## Practical session 2. Penguins!


Kristen Gorman visited 3 Antarctic islands of the Palmer Archipelago (Torgersen, Biscoe, and Dream) and collected data about three penguin species (Adelie, Gentoo, and Chinstrap). You can find the full dataset in [their github page](https://allisonhorst.github.io/palmerpenguins/). Today we will use a modified subset of the data (`penguins.csv`) to infer sex and anatomic relationships between the penguins. We will start by loading the required libraries for the notebook and loading the data

In [3]:
import numpy as np # numpy is the standard numeric libray
import scipy.stats as ss # scipy is the scientific library, the stats module contains different functions
import matplotlib.pyplot as plt # matplotlib is the standard plotting library
import seaborn as sns # library for statistical plotting
import pymc as pm # library for Bayesian MCMC inference
import arviz as az # library to analyze and plot Bayesian results


### Loading data
import pandas as pd # pandas is a library to manipulate dataframes
penguin_df = pd.read_csv('penguins.csv')
display(penguin_df)

Unnamed: 0,species,island,bill_length_mm,bill_depth_mm,flipper_length_mm,body_mass_g,sex,year
0,Adelie,Torgersen,39.1,18.7,181,3750,male,2007
1,Adelie,Torgersen,39.5,17.4,186,3800,female,2007
2,Adelie,Torgersen,40.3,18.0,195,3250,female,2007
3,Adelie,Torgersen,36.7,19.3,193,3450,female,2007
4,Adelie,Torgersen,39.3,20.6,190,3650,male,2007
...,...,...,...,...,...,...,...,...
337,Chinstrap,Dream,55.8,19.8,207,4000,male,2009
338,Chinstrap,Dream,43.5,18.1,202,3400,female,2009
339,Chinstrap,Dream,49.6,18.2,193,3775,male,2009
340,Chinstrap,Dream,50.8,19.0,210,4100,male,2009


### Part 1: Calculating proportions

In the 2007, the dataset shows that Kirsten's team observed more female than male Adelie penguinin the island of Togersen.
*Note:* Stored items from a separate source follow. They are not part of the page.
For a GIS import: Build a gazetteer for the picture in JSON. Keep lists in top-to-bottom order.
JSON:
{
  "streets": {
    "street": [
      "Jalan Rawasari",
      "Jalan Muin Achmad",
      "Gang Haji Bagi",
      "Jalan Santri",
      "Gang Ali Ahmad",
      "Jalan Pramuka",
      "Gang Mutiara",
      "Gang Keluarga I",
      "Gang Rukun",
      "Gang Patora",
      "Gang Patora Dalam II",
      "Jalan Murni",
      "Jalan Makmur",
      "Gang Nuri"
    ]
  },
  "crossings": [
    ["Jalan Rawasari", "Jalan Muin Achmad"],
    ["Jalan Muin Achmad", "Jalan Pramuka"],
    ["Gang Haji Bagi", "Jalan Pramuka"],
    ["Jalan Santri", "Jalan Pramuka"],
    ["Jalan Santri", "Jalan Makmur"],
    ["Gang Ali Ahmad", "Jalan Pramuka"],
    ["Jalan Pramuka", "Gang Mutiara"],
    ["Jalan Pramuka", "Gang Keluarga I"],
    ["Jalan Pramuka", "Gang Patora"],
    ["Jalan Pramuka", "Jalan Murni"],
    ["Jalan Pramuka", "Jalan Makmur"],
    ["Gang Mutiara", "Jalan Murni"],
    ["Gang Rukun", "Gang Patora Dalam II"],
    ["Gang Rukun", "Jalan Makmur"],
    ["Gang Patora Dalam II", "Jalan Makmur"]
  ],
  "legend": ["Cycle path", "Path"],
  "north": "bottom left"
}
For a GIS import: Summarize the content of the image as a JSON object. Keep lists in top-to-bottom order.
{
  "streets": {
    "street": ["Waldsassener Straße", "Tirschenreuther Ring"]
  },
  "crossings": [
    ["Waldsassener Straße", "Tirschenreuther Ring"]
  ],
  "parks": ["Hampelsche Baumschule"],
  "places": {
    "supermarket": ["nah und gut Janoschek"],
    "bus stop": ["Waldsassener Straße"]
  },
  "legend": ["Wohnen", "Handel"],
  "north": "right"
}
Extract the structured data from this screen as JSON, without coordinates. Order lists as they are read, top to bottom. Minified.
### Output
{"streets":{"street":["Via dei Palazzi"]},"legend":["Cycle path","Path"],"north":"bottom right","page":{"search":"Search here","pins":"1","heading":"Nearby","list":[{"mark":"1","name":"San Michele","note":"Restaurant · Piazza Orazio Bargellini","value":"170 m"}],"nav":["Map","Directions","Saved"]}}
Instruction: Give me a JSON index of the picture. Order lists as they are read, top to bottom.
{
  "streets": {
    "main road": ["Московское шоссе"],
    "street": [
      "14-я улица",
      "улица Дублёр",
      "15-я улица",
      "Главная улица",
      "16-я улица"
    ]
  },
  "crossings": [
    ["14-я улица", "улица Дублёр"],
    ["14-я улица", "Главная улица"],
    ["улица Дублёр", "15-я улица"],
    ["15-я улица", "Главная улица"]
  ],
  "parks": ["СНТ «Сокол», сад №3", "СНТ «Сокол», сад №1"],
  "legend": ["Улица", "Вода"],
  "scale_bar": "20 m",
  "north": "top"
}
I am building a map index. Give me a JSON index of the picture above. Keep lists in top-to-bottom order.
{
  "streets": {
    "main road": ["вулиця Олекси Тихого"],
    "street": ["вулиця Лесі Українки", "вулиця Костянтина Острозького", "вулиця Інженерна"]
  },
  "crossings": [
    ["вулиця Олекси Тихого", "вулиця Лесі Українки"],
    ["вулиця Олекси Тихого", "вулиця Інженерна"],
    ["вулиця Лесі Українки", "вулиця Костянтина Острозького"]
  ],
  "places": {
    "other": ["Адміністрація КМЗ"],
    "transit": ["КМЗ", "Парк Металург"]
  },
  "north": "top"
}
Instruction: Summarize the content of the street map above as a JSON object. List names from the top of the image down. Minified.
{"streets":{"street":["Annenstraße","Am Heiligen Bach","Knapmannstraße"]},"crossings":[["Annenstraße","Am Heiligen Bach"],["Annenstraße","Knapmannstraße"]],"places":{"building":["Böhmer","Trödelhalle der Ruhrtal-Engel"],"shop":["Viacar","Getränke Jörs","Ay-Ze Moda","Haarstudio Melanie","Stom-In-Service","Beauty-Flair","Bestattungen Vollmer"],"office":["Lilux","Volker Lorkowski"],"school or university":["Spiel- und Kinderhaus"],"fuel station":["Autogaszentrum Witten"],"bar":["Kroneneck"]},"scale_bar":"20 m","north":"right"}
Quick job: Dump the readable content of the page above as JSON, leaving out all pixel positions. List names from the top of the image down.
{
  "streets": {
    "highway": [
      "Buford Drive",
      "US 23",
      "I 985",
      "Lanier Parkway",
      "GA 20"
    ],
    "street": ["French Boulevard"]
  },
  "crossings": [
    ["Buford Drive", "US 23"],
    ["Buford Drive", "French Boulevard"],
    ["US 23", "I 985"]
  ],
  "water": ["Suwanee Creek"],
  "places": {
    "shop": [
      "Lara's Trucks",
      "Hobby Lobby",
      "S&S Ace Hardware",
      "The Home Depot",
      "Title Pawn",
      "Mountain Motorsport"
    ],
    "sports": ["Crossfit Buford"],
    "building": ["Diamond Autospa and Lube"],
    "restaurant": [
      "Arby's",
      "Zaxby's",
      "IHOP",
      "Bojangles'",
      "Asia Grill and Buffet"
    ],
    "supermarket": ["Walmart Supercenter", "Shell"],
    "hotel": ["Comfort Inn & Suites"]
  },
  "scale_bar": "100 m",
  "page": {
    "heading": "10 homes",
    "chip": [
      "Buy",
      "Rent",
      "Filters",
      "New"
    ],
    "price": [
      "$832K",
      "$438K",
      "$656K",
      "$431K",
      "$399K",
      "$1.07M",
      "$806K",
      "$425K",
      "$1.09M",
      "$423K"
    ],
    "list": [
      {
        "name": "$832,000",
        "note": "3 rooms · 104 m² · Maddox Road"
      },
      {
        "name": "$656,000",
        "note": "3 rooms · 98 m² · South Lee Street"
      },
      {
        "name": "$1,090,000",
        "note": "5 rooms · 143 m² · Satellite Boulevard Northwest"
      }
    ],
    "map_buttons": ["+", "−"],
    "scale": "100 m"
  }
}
**Question 1.1** We want to evaluate how confident can we be that in that year there were more female than male penguins in the island. To solve this use pyMC to generate a posterior distribution for the ratio $f$ of females in the population.

In [None]:
## Loading data

f_Adelie = penguin_df['species']=='Adelie' # mask of entries for Adelie penguins
f_Torgersen = penguin_df['island']=='Torgersen' # mask of entries for Torgersen island
f_2007 = penguin_df['year']==2007 # mask for entries from 2007
penguin_subset_df = penguin_df[f_Adelie & f_Torgersen & f_2007] # subset used in the question


display(penguin_subset_df)
N_penguins = penguin_subset_df.shape[0]
N_female = np.sum(penguin_subset_df['sex']=='female')
print("In 2007 {} Adelie penguins where observed in Torgersen, from which {} were female".format(N_penguins,N_female))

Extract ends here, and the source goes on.